**EXERCISE**:
Collect every line of the records below that contains the word "labels".

**RECORD EXCERPTS**:
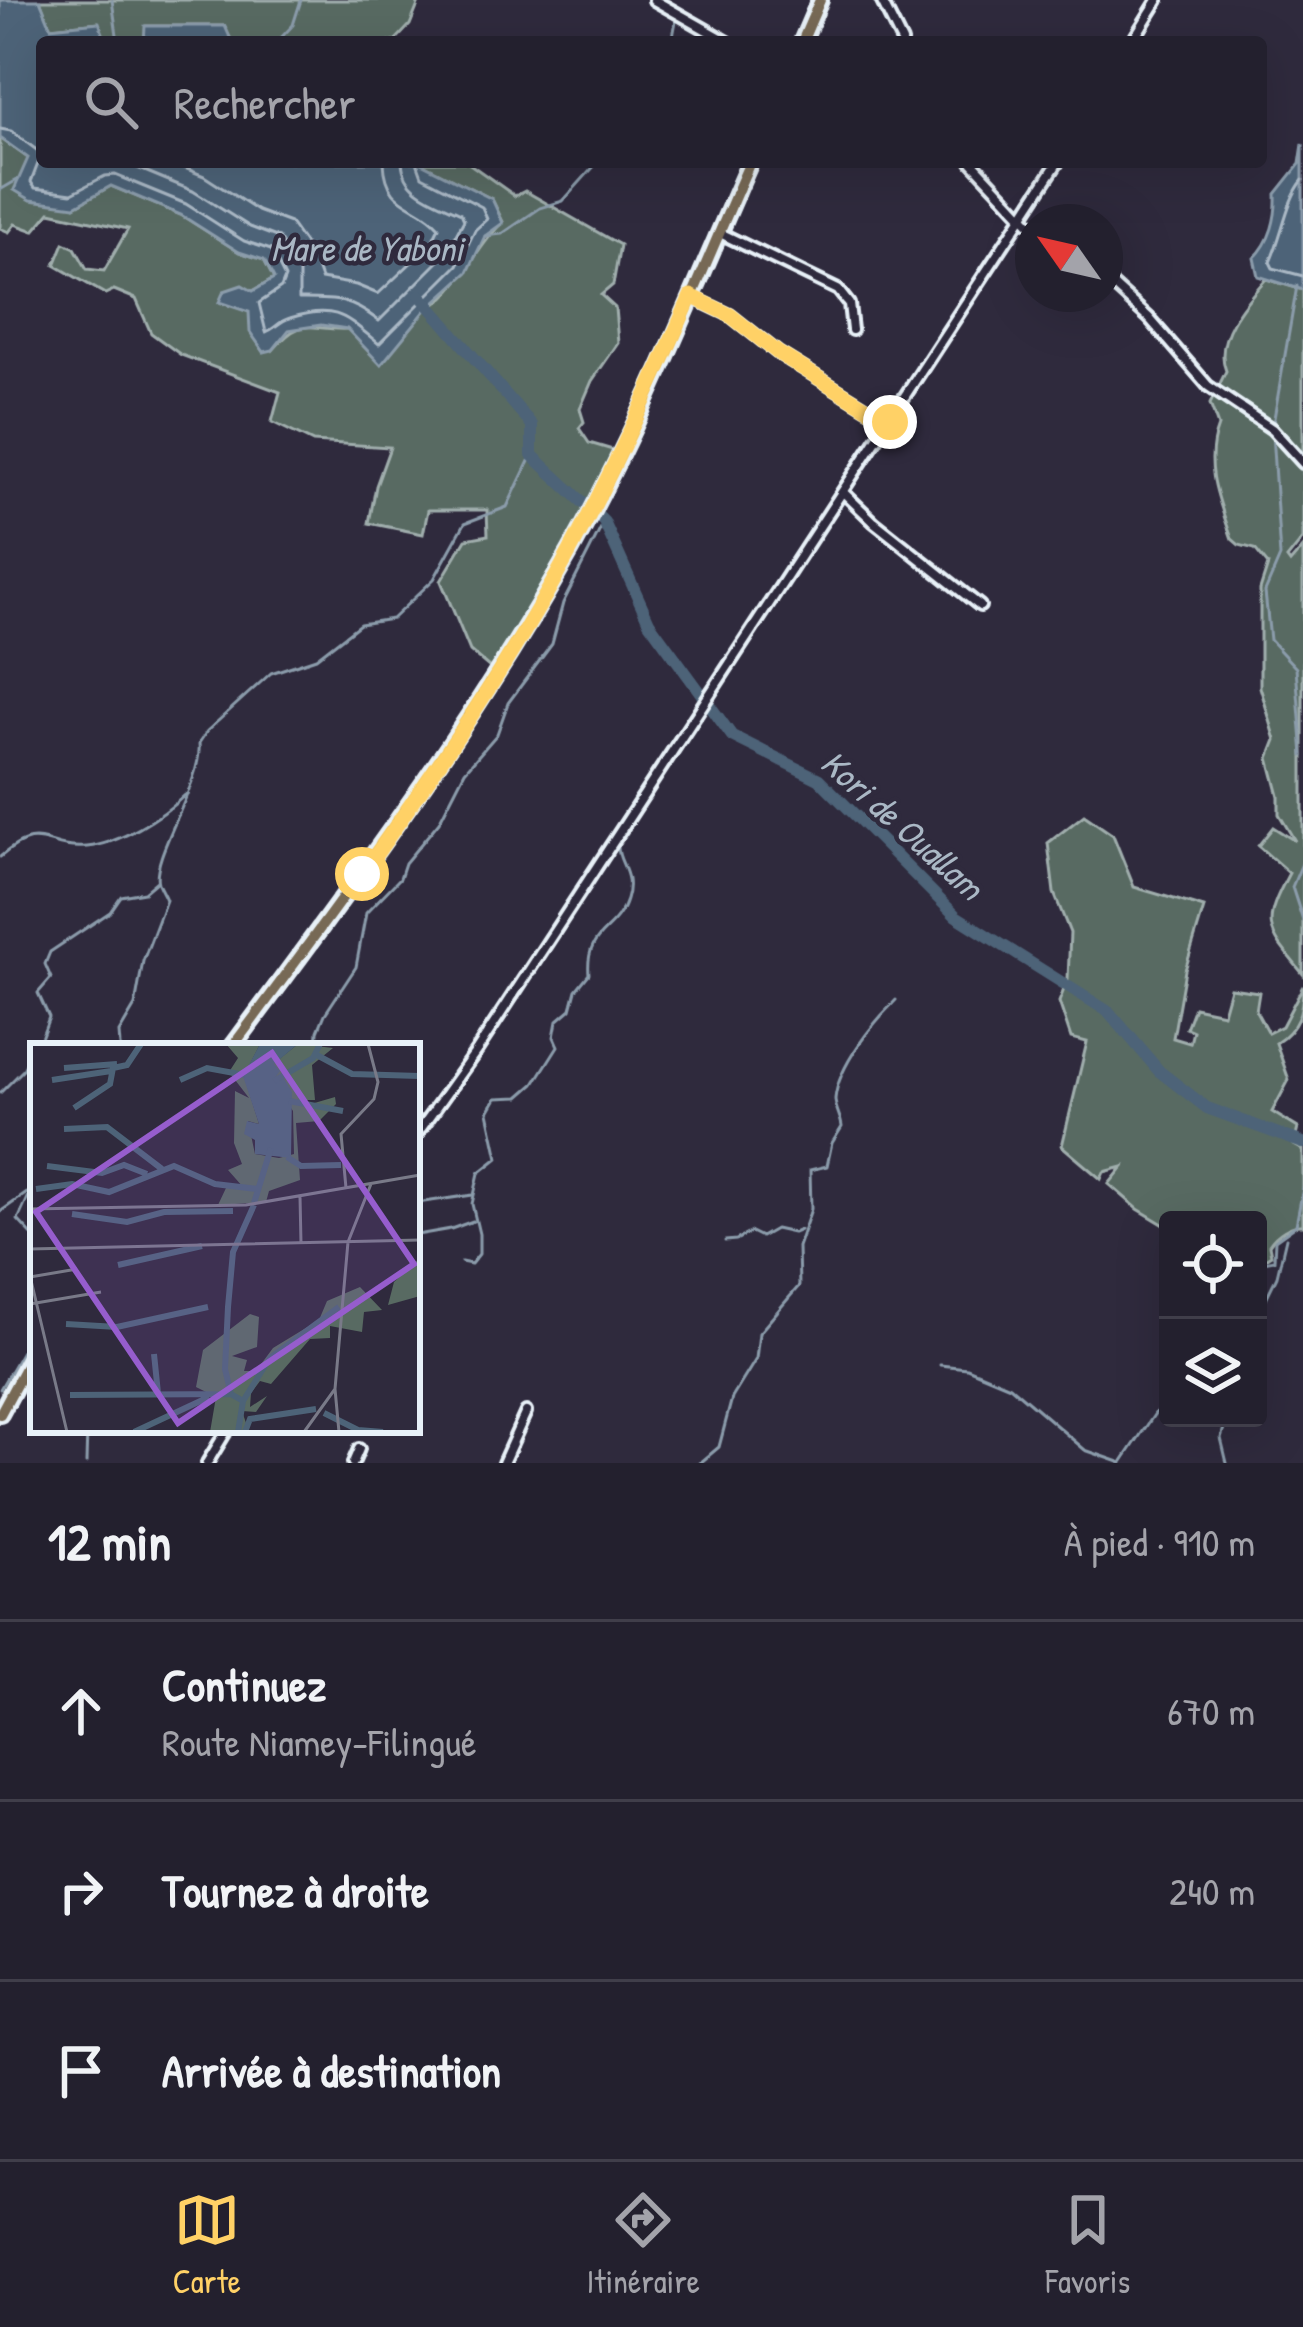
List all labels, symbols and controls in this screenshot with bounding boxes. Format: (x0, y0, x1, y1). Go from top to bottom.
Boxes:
* * *
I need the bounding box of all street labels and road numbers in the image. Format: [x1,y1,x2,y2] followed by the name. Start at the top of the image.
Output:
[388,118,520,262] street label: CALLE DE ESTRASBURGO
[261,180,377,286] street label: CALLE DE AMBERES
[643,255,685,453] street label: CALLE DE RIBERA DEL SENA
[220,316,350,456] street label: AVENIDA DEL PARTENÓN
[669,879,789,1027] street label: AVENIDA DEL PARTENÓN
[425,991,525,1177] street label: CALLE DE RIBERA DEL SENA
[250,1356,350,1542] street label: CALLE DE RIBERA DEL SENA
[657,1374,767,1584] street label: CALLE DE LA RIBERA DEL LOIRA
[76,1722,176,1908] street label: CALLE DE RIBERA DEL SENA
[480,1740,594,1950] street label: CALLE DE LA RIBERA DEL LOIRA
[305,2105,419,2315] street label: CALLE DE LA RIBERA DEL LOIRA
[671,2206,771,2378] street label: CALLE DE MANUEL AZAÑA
---
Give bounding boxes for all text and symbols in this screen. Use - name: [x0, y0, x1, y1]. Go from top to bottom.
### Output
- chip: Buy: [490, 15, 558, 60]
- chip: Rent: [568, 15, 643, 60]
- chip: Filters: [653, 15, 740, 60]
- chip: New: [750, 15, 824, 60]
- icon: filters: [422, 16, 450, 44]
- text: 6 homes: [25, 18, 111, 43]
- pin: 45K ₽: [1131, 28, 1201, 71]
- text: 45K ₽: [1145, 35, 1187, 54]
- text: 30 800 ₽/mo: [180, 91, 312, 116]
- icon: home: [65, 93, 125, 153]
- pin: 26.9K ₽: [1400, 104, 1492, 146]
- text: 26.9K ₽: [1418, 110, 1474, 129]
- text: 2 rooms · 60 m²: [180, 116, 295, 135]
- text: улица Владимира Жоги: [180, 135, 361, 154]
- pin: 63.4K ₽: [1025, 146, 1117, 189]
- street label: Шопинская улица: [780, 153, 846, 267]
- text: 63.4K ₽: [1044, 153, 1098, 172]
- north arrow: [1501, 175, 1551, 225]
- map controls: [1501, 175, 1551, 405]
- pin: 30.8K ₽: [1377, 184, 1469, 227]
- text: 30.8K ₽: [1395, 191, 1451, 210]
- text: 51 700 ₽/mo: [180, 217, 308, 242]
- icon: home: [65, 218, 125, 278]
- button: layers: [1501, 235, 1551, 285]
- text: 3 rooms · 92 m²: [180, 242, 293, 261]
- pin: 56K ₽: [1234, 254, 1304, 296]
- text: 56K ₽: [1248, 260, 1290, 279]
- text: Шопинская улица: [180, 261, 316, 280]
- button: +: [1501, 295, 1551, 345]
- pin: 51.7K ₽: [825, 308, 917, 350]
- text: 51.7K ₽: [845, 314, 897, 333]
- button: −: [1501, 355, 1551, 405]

**TASK SOLUTION**:
List all labels, symbols and controls in this screenshot with bounding boxes. Format: (x0, y0, x1, y1). Go from top to bottom.
I need the bounding box of all street labels and road numbers in the image. Format: [x1,y1,x2,y2] followed by the name. Start at the top of the image.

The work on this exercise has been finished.